• [Stored data]
__________________________________________________
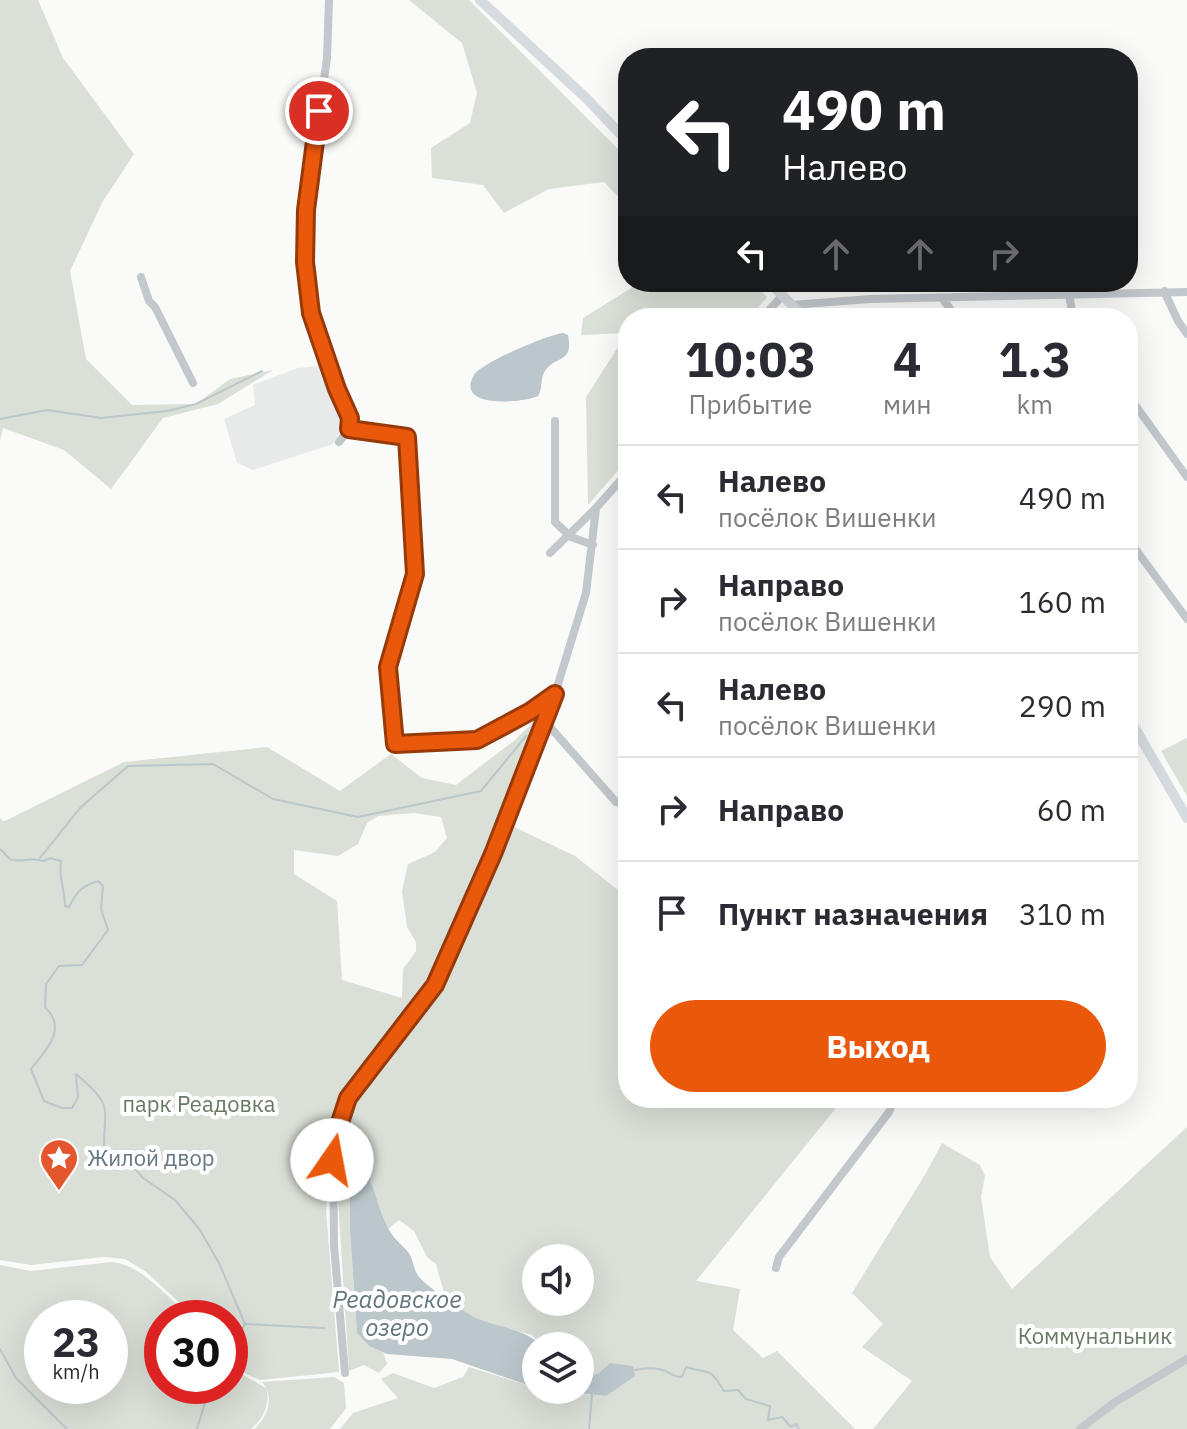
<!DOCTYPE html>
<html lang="ru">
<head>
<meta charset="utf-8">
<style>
	body { margin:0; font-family:"IBM Plex Sans",sans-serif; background:#f7f7f7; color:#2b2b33; height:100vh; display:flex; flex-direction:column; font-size:30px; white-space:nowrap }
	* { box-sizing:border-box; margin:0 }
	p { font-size:26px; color:#7c7c81 }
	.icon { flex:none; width:44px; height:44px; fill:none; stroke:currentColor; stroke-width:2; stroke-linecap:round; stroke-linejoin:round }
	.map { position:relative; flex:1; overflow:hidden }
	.sheet { position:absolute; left:618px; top:308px; width:520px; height:800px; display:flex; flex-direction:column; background:#fff; border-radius:32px; box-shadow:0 8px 32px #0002 }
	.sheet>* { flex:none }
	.top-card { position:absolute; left:618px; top:48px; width:520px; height:244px; border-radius:32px; box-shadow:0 8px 32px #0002; background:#202124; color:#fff; overflow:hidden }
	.tools { position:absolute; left:522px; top:1244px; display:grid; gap:16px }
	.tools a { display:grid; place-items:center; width:72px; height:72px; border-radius:50%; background:#fff; box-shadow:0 8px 32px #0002; font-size:40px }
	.speed { position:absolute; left:24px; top:1300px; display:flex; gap:16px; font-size:40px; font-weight:700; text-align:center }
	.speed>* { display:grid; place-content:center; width:104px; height:104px; border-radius:50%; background:#fff; box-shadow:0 8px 32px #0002; line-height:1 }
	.speed small { font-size:20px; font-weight:400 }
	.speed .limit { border:12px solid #d22; background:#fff; color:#111 }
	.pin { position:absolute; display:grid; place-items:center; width:68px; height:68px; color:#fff; margin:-34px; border:4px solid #fff; border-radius:50%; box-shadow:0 2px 8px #0007 }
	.me { position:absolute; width:88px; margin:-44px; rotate:12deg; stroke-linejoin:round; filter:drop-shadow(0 0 6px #0008) }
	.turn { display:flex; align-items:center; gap:28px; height:168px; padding:0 32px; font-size:36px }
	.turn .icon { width:104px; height:104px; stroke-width:2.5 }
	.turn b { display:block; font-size:56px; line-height:68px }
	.lanes { display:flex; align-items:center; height:76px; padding:0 32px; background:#0003; justify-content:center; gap:40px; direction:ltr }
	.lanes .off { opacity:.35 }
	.eta { display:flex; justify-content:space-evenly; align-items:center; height:136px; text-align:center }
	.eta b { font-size:48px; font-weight:700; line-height:56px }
	.button { display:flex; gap:16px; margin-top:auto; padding:16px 32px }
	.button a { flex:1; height:92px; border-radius:48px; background:#ea580c; color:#fff; font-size:32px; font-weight:700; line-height:92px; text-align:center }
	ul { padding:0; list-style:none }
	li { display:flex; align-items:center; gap:24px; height:104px; padding:0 32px; border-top:2px solid #e1e1e2 }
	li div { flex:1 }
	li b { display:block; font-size:30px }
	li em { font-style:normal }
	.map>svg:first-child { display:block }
	.built { fill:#e8e9e9 }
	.green { fill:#dadfd7; fill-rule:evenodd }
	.water { fill:#bbc7cb }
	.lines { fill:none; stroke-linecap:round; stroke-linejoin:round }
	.stream { stroke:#bbc7cb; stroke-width:2 }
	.minor { stroke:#c3c8cc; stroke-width:8 }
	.major { stroke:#d6dbdf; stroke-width:10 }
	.route-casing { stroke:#983908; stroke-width:20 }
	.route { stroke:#ea580c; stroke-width:14 }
	.labels { text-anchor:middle; stroke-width:8; stroke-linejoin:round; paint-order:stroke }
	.park-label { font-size:22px; fill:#687a64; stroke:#fff }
	.poi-label { font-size:22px; fill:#657683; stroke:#fff; text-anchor:start }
	.water-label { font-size:24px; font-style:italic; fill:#60757c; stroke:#fff }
</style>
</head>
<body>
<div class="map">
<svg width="1187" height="1429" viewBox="0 0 1187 1429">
	<rect width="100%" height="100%" fill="#fafaf8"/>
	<path class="built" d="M322,366L343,425L333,444L253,470L237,463L224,419L255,405L253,385L298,368Z"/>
	<path class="green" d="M0,0H38L63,58L134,154L103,201L70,271L86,359L132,405L196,404L230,379L273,370L218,404L163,418L111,489L64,450L3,428L0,441Z
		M409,0H469L628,159V207L604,182L549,189L504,213L483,185L432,178L431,148L470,123L477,93L462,43Z
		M641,282H752L767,297L749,318H628V459L588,505L586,397L627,333L581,335L583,318Z
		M540,715L500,824L435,967L389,1038L343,1101L331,1144L326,1210L339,1372L260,1380L246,1374L230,1358V1318H196L145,1271L125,1259L103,1257L31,1265L0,1260V818L3,821L7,820L124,762L267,747L340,791L391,754L422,778L456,785L515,740ZM414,813L441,817L447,838L435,852L408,864L402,891L407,927L416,942V951L403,969L402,998L342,980L337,901L294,874V850L338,856L358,844L367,823L378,816Z
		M1187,738V796L1161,751Z
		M510,825L575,856L628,898V1098H844L696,1281L740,1289L733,1330L763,1358L777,1351L855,1429H340L353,1413L398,1398L381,1379L393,1373L434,1388L463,1377L469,1367L536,1388V1390L605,1396L598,1374L580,1376V1346H542L532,1335L490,1324L466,1314L445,1296L436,1264L427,1257L414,1231L399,1220L388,1229L368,1176L350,1230L357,1333L369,1346L383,1352L387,1364L379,1373L364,1365L349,1371L336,1169L341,1166C340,1142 346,1124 354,1102L437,987ZM536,1258H580V1302H536Z
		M1187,1127V1429H873L912,1381L862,1347L883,1324L852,1293L926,1173L942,1143L980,1165L985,1176L981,1197L990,1257L1012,1289Z
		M111,1262C142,1264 168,1298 191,1318H162V1386H230V1363L245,1376L266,1388C271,1404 263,1419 251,1429H0V1265L31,1271ZM42,1318H110V1386H42Z
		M334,1377L344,1383L346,1408L330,1429H254C268,1417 275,1397 262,1382Z"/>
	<path class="water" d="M563,333L568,335C574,364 555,355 545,371C540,378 543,388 538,396C523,403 454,409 474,375C481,363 547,335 563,333Z
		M368,1176C376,1193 380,1212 388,1228C393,1238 401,1244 408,1252C413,1258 413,1267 417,1274C421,1283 465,1313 476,1318C498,1328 525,1328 542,1346H536V1388L452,1359L387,1354L369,1346L357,1333L350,1230V1184L358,1177Z
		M610,1363L633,1366L635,1376L606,1396L546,1390H580V1376L598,1374Z"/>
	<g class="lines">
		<path class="stream" d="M0,419L47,410L101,418L167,411L196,404L262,371
			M0,849C4,852 6,856 10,859C19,864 30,856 44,861L50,858L61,861C58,878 65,889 65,906L69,907C77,891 82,886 98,881L103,886L101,909L108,930L82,965L59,966L46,984L45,1007C68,1029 46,1050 31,1069L44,1101L62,1108H72L78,1097L76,1074C116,1108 103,1106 104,1153L129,1162L143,1178L175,1200L200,1230L219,1263L245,1324L230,1350
			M40,858L80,808L128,766L213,764L273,799L358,817L481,791L526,736
			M246,1324L324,1328
			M0,1349L16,1378L67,1429
			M635,1370C644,1368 654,1367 663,1370C671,1373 673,1377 682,1377L686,1367C711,1375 708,1365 724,1391L738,1390L746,1399L770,1406L768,1420L782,1417L791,1427L796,1424L799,1429
			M197,1429L210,1386
			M589,1429L592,1394"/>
		<path class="minor" d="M329,0L327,58L306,210L305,262L311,313L337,389L350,418L349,429L339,442
			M141,277L149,301L155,307L193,383
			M1164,291L1178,321L1187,334
			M1069,294L1073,318
			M942,298L957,318
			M792,305L870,299L1187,292
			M762,318L782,296
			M1128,395L1187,477
			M555,421V522L571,537L593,545
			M349,429L407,437L415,574L388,667L395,744L477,740L531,711L554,694
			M1128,539L1187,619
			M550,553L596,508
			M543,719L616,802L628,805
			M776,1268L779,1257L889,1112L892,1105L886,1098
			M345,1373L334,1246L333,1144L348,1098L435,985L493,854L555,694L586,593L596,508L628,472
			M1080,1429L1115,1402L1187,1359"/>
		<path class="major" d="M480,0L585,97L628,142
			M769,282L805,318
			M1128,716L1187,818"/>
	</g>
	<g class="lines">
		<defs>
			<path id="route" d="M319,111L306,210L305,262L311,313L337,389L350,418L349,429L407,437L415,574L388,667L395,744L477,740L531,711L555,694L493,854L435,985L348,1098L333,1144L332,1160"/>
		</defs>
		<use href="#route" class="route-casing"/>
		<use href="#route" class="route"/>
	</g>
	<defs>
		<symbol id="sight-pin" viewBox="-11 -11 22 30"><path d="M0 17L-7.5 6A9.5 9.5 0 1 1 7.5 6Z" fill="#e4572e" stroke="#fff"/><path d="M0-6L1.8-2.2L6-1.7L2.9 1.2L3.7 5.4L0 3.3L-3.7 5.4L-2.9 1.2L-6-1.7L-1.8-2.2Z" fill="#fff"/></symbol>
	</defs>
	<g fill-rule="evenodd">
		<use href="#sight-pin" x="37" y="1136" width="44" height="60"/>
	</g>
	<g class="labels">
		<g class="park-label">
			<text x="199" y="1112">парк Реадовка</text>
			<text x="1095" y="1344">Коммунальник</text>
		</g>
		<g class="poi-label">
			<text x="87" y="1166">Жилой двор</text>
		</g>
		<g class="water-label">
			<text x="397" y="1308">Реадовское<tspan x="397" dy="28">озеро</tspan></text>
		</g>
	</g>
</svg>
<div class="tools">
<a><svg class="icon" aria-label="sound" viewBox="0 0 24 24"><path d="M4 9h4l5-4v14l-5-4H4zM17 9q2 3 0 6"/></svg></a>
<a><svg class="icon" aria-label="layers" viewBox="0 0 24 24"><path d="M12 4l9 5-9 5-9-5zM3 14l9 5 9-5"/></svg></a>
</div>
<div class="speed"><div>23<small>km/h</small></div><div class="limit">30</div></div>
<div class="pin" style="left:319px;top:111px;background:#d93025"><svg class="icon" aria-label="arrive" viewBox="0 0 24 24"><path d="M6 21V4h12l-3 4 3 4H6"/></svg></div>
<svg class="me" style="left:332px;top:1160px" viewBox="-20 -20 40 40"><circle r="19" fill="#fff"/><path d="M0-13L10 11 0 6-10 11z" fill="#ea580c"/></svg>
<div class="top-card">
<div class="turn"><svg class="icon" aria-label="left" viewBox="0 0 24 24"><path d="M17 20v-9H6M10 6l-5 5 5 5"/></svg><div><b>490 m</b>Налево</div></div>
<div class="lanes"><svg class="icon" aria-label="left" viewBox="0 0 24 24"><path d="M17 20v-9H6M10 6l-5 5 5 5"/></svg><svg class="icon off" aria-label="ahead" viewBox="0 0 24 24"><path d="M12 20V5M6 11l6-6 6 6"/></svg><svg class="icon off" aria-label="ahead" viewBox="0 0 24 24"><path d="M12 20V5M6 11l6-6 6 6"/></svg><svg class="icon off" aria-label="right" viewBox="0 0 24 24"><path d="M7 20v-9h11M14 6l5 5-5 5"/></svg></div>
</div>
<section class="sheet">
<div class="eta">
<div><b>10:03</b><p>Прибытие</p></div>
<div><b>4</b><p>мин</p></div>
<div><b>1.3</b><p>km</p></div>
</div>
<ul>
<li><svg class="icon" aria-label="left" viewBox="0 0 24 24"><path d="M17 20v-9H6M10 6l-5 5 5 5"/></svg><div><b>Налево</b><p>посёлок Вишенки</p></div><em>490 m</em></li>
<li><svg class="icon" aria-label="right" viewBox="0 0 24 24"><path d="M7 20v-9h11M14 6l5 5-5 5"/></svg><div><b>Направо</b><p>посёлок Вишенки</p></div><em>160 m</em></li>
<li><svg class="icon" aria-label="left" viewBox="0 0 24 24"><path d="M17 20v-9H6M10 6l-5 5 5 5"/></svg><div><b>Налево</b><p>посёлок Вишенки</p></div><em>290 m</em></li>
<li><svg class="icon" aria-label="right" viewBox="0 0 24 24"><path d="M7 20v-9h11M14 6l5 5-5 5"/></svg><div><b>Направо</b></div><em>60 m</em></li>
<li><svg class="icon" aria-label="arrive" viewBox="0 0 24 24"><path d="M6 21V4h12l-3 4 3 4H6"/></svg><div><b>Пункт назначения</b></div><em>310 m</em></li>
</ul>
<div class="button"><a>Выход</a></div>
</section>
</div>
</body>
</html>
__________________________________________________
• [What you are asked to do]
Search the records for the string "small" and, wherever a line contains it, please copy that line.

• [Expected answer]
	.speed small { font-size:20px; font-weight:400 }
<div class="speed"><div>23<small>km/h</small></div><div class="limit">30</div></div>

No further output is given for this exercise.